### Exercise instructions
Reproduce, character for character, the lines below from the first through the one with "const toPath = rows". Leave pictures out.

Saved entries
-------
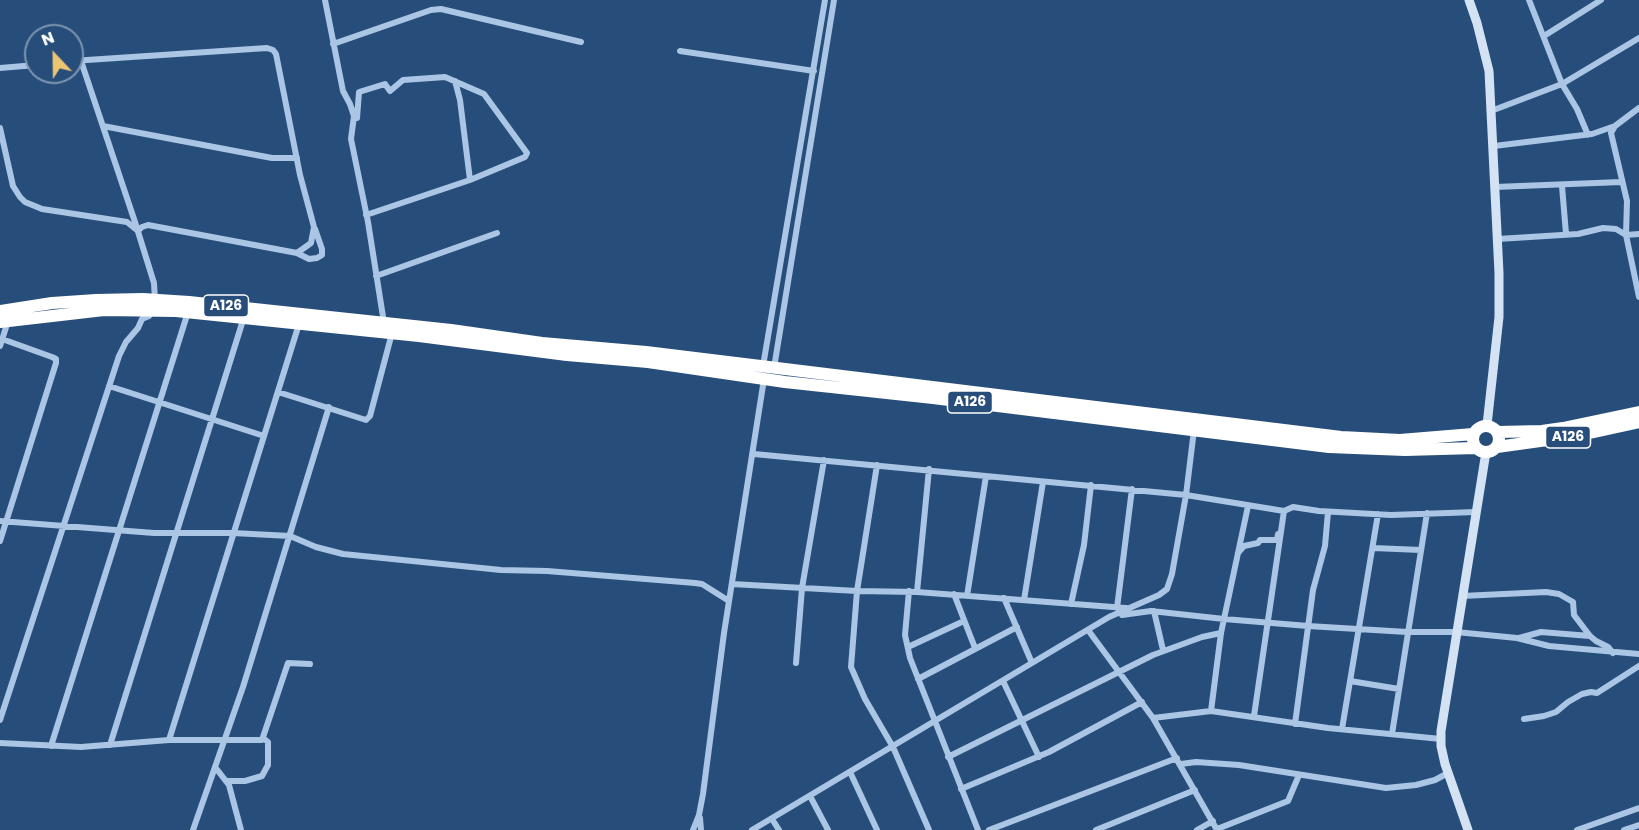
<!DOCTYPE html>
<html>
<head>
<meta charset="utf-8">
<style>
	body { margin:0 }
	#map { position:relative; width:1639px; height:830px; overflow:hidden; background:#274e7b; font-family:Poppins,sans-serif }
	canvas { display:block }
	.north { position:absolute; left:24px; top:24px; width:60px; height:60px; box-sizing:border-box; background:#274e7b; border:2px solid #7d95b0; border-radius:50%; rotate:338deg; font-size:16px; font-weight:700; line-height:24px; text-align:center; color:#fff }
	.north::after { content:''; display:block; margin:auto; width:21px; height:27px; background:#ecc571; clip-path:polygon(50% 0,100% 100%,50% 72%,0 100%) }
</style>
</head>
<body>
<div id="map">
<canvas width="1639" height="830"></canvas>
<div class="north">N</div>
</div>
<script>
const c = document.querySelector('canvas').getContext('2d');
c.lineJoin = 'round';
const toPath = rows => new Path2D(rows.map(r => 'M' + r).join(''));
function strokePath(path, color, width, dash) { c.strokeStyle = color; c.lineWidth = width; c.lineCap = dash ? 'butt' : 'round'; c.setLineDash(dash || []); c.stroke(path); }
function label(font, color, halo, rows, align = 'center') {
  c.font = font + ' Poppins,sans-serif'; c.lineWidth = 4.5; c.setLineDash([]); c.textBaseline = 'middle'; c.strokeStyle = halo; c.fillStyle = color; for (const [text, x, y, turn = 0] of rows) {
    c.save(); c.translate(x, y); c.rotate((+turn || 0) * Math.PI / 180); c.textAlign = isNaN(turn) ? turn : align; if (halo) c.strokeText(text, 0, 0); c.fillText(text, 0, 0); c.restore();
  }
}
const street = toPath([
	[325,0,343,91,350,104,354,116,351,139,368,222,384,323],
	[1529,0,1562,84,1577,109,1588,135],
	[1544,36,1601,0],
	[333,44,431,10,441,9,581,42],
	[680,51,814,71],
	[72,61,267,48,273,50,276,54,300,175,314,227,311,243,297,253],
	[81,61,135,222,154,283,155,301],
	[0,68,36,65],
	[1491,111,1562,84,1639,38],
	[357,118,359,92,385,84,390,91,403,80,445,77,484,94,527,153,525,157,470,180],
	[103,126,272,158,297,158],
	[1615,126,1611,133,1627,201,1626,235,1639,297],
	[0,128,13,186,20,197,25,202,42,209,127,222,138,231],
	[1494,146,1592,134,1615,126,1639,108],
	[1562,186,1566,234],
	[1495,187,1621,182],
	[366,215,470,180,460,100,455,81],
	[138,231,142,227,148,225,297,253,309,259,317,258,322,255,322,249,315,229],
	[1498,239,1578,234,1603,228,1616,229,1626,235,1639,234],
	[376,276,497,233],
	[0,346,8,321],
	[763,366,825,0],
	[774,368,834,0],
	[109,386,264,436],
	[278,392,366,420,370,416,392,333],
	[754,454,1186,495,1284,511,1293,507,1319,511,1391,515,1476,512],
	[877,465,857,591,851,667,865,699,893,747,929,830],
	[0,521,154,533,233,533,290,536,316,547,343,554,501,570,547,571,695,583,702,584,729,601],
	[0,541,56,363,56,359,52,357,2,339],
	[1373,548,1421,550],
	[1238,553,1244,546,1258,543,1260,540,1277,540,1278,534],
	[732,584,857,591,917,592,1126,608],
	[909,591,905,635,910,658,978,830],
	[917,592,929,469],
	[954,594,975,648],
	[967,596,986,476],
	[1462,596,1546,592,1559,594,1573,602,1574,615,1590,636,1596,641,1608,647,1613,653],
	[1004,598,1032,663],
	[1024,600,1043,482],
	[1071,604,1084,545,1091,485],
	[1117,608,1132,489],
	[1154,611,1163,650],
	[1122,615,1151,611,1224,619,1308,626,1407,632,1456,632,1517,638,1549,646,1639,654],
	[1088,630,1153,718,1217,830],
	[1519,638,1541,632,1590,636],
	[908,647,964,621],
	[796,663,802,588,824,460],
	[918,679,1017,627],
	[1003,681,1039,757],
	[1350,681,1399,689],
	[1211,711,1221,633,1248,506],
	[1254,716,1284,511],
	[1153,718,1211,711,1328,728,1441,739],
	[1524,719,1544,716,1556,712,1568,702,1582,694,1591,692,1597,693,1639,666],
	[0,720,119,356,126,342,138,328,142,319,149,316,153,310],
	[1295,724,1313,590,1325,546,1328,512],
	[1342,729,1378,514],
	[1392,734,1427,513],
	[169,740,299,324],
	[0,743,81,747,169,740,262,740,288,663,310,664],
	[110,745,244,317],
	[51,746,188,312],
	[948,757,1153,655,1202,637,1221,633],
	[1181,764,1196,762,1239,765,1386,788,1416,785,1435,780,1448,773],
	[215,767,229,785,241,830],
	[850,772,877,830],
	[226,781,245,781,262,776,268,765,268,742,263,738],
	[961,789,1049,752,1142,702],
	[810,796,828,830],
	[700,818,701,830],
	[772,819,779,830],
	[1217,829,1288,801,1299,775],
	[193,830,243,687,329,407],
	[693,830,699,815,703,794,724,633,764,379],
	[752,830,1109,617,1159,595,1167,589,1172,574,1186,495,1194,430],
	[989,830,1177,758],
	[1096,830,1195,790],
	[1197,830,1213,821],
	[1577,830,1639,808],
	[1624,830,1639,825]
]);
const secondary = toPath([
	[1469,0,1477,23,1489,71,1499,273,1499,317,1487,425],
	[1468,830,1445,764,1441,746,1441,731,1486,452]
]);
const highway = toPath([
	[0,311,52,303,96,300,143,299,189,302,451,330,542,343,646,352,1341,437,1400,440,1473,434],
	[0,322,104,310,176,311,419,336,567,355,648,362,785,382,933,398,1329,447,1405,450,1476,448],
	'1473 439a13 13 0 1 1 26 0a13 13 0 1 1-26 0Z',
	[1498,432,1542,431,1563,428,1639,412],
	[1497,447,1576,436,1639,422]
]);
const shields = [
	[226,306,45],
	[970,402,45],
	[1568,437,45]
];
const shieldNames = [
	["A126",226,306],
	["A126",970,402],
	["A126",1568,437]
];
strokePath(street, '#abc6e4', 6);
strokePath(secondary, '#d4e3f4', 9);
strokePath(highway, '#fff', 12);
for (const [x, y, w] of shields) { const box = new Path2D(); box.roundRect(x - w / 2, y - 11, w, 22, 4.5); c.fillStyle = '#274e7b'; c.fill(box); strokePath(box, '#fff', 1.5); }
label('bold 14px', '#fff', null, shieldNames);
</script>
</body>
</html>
-------
### Answer box
<!DOCTYPE html>
<html>
<head>
<meta charset="utf-8">
<style>
	body { margin:0 }
	#map { position:relative; width:1639px; height:830px; overflow:hidden; background:#274e7b; font-family:Poppins,sans-serif }
	canvas { display:block }
	.north { position:absolute; left:24px; top:24px; width:60px; height:60px; box-sizing:border-box; background:#274e7b; border:2px solid #7d95b0; border-radius:50%; rotate:338deg; font-size:16px; font-weight:700; line-height:24px; text-align:center; color:#fff }
	.north::after { content:''; display:block; margin:auto; width:21px; height:27px; background:#ecc571; clip-path:polygon(50% 0,100% 100%,50% 72%,0 100%) }
</style>
</head>
<body>
<div id="map">
<canvas width="1639" height="830"></canvas>
<div class="north">N</div>
</div>
<script>
const c = document.querySelector('canvas').getContext('2d');
c.lineJoin = 'round';
const toPath = rows => new Path2D(rows.map(r => 'M' + r).join(''));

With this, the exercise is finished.